◆ **Required work**
Please take the records that follow and repeat exactly the lines starting with the line with "c.textBaseline = 'middle';" and going on through the line with "M237,144l9,3 -6,9 1,18 -7,1 -7,-24z".
━━━━━━━━━━━━━━━━━━━━
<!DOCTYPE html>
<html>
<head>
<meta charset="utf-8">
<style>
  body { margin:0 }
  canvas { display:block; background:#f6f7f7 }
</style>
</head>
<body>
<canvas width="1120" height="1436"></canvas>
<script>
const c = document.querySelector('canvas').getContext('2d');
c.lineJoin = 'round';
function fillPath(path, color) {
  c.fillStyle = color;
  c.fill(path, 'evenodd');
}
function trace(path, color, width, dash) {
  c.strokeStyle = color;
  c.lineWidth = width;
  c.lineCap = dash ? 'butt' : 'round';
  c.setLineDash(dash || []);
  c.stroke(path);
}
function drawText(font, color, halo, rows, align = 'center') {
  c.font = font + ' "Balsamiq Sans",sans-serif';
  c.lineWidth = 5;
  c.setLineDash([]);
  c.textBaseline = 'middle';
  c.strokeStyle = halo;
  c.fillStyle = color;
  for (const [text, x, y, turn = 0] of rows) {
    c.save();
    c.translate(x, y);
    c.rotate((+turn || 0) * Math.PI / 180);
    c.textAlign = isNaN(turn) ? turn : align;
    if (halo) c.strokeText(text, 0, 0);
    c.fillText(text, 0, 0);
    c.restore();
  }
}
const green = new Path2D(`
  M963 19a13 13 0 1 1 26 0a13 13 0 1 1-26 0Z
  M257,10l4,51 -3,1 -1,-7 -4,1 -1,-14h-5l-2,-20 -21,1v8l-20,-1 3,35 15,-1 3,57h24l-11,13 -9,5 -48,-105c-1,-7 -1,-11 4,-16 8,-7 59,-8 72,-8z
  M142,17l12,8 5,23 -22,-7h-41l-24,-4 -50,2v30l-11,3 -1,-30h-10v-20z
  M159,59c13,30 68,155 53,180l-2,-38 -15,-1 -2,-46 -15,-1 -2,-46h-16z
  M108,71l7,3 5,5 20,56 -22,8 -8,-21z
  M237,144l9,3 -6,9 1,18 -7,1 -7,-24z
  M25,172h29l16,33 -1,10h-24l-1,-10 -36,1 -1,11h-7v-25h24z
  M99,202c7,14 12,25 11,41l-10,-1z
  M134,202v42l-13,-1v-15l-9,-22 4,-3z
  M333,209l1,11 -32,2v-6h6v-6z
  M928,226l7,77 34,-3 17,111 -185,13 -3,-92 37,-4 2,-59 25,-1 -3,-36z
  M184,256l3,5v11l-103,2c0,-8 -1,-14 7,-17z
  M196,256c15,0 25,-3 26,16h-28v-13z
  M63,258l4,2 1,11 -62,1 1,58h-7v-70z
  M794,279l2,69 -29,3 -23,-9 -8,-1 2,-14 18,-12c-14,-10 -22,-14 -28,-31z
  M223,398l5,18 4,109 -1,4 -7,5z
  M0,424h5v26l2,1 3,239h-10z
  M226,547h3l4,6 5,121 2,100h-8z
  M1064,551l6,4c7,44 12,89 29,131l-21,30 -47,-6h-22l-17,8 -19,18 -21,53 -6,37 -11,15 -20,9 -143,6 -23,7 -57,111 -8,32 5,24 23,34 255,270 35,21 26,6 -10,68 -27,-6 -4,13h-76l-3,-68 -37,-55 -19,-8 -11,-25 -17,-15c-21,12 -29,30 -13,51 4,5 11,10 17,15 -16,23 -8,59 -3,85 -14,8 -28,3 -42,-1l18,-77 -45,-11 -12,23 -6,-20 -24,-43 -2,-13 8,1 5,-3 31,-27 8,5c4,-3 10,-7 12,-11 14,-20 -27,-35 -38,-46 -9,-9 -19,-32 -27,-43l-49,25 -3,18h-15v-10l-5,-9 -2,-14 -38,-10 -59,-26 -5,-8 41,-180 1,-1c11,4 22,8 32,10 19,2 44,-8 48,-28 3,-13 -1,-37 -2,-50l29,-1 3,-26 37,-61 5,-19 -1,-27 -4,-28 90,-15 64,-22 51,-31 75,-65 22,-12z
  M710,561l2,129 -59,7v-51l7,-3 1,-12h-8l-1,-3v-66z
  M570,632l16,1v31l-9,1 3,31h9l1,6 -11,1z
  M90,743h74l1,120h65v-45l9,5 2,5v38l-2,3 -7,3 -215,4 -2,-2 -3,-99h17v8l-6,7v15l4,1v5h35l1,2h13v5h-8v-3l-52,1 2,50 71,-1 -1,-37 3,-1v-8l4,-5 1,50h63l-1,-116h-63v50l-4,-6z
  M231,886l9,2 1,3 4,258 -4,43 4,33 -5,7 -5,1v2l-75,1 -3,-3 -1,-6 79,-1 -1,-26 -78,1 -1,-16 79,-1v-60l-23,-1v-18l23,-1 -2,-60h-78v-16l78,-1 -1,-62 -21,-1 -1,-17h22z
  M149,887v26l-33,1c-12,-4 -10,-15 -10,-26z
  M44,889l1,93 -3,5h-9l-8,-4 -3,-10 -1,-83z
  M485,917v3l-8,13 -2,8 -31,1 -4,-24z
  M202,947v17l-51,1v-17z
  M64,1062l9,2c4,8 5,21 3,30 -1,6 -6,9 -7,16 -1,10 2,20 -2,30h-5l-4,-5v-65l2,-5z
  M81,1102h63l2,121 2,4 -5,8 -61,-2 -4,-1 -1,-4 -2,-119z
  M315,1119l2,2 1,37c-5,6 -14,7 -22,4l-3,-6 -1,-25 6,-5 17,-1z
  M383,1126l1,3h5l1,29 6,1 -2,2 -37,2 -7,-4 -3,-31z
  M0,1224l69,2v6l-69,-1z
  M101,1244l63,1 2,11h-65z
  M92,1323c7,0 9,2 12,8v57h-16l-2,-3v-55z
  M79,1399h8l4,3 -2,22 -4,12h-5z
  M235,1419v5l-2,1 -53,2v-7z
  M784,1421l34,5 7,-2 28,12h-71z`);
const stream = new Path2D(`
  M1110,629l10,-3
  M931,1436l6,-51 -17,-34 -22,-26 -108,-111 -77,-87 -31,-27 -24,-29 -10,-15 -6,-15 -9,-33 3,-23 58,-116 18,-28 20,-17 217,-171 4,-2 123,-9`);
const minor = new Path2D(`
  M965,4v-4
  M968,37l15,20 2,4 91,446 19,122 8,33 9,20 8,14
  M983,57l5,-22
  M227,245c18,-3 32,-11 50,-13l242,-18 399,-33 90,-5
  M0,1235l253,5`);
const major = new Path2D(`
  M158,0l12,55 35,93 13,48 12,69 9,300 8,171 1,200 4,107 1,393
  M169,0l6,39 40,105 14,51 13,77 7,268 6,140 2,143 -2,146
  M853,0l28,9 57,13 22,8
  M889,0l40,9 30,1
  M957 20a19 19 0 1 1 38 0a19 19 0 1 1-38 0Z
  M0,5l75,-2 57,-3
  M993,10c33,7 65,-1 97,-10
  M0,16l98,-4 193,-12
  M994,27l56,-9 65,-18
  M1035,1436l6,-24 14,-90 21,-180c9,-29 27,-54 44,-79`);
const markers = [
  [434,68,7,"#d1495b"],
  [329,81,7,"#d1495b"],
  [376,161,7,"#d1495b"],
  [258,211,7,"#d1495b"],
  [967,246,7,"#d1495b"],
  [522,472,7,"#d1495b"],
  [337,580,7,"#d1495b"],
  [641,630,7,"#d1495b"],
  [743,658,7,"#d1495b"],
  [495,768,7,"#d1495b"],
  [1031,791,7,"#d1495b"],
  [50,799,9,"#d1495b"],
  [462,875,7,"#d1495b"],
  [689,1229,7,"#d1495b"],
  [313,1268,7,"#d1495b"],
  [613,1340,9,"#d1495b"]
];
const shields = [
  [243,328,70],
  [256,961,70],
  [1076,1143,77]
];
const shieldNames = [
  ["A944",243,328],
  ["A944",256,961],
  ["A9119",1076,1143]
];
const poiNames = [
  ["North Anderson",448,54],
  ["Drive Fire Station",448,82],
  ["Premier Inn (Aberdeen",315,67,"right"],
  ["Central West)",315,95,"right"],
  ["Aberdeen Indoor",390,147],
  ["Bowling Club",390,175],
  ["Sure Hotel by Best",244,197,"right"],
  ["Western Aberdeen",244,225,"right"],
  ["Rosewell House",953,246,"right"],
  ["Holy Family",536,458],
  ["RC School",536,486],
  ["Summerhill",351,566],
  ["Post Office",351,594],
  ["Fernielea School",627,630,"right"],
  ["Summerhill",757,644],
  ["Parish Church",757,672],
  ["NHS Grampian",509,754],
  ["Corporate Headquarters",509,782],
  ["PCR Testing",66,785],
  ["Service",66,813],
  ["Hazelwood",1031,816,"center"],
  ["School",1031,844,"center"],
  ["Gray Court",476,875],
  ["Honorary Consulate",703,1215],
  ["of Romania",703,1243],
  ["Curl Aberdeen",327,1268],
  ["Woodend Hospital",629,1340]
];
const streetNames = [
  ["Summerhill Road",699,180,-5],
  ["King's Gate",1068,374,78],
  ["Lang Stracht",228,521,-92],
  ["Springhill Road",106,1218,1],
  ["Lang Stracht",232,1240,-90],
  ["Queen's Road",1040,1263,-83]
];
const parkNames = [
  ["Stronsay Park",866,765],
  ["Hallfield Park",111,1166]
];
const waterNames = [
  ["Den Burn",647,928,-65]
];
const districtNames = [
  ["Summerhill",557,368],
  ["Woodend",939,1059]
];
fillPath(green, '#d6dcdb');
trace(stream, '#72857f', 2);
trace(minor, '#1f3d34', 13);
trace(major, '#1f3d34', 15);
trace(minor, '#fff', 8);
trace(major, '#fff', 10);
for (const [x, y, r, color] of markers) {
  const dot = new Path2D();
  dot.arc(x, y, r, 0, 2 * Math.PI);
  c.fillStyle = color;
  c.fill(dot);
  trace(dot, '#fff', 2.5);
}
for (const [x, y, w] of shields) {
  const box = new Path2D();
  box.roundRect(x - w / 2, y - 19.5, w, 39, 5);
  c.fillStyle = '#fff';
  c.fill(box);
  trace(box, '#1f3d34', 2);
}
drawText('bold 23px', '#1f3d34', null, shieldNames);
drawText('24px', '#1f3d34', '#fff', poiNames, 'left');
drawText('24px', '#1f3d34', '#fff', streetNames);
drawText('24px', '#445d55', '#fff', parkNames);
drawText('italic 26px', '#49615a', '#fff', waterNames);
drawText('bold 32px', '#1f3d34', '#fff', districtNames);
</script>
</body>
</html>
━━━━━━━━━━━━━━━━━━━━
◆ **Problem solution**
  c.textBaseline = 'middle';
  c.strokeStyle = halo;
  c.fillStyle = color;
  for (const [text, x, y, turn = 0] of rows) {
    c.save();
    c.translate(x, y);
    c.rotate((+turn || 0) * Math.PI / 180);
    c.textAlign = isNaN(turn) ? turn : align;
    if (halo) c.strokeText(text, 0, 0);
    c.fillText(text, 0, 0);
    c.restore();
  }
}
const green = new Path2D(`
  M963 19a13 13 0 1 1 26 0a13 13 0 1 1-26 0Z
  M257,10l4,51 -3,1 -1,-7 -4,1 -1,-14h-5l-2,-20 -21,1v8l-20,-1 3,35 15,-1 3,57h24l-11,13 -9,5 -48,-105c-1,-7 -1,-11 4,-16 8,-7 59,-8 72,-8z
  M142,17l12,8 5,23 -22,-7h-41l-24,-4 -50,2v30l-11,3 -1,-30h-10v-20z
  M159,59c13,30 68,155 53,180l-2,-38 -15,-1 -2,-46 -15,-1 -2,-46h-16z
  M108,71l7,3 5,5 20,56 -22,8 -8,-21z
  M237,144l9,3 -6,9 1,18 -7,1 -7,-24z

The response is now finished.